2 Ways To Protect Your Child's Teeth From Decay

If your child's dental checkups often reveal new cavities, you may be feeling a bit frustrated, especially if your youngster is brushing and flossing regularly. However, there are additional things that you can do to help keep your little one's teeth in better shape. Here are a few of them:

Ask for dental sealants.

Your child's dentist probably administers dental sealants for his or her patients regularly. The sealants, which are made from a plastic called resin, are used to coat the teeth. Often, a dentist targets the molars for a dental sealant application because the back teeth are more likely to become victims of tooth decay. Your child may have already incurred several cavities in his or her molars.

The back teeth in your child's mouth have deep crevices in their chewing surfaces. Also, because they are positioned in the rear of the mouth, your child may find it more difficult to clean these teeth effectively. 

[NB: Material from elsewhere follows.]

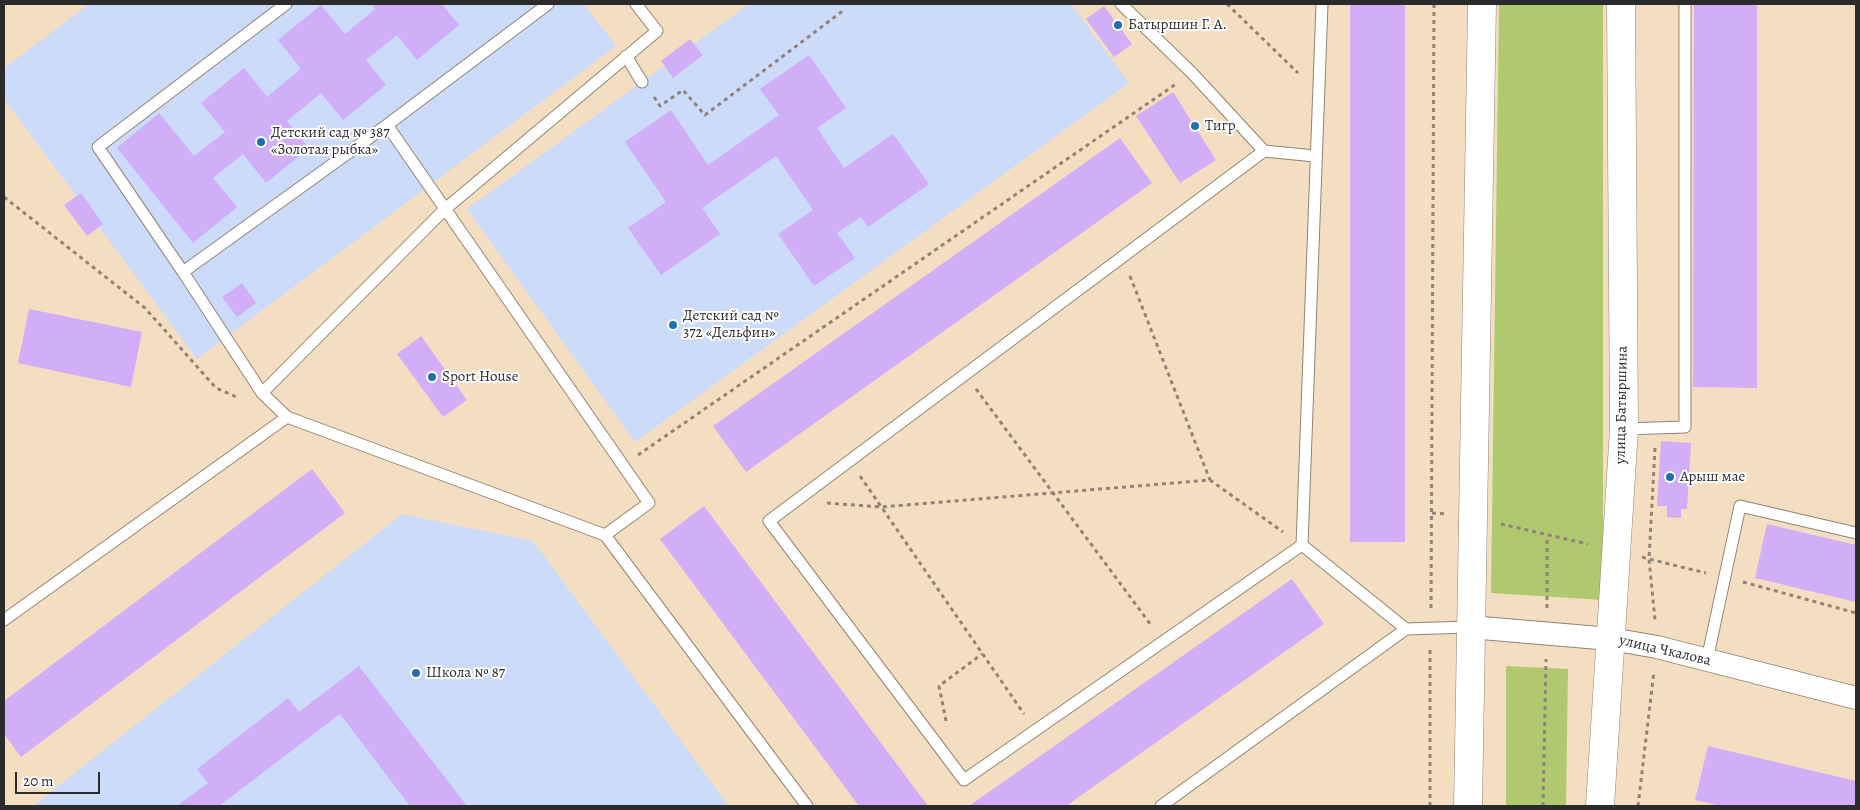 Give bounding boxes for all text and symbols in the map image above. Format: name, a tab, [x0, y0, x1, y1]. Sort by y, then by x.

The application of dental sealants is not painful and can be performed quickly during a single visit. After the sealants dry on the teeth, the deep crevices of your child's teeth are partially filled with the plastic material, so food particles and plaque are less likely to settle there. Additionally, the teeth are protected by a barrier of resin, so that decay-causing acid and other detrimental substances do not make contact with the coated portions of the teeth.

Dental sealants typically remain in place for years. However, if a sealant begins to chip or wear away, it can easily be reapplied at the dentist's office.

Give your child chewing gum.

Chewing sugarless gum after snacks and meals can help prevent tooth decay by pulling food and debris from the teeth. In addition, the process of chewing causes the salivary glands to produce greater amounts of saliva, which washes away plaque and helps dilute oral acid. 

Some gum can even help lessen the number of oral bacteria in your child's mouth. Gum that includes cinnamon or xylitol has antibacterial properties to help kill microbes that can cause tooth decay.

Bacteria in your child's mouth cause tooth decay by releasing acid after feeding on leftover carbohydrates in your youngster's oral cavity. The acid dissolves tooth enamel to produce cavities. Thus, eliminating oral bacteria and their food sources and diluting bacterial acid can help protect your child's teeth.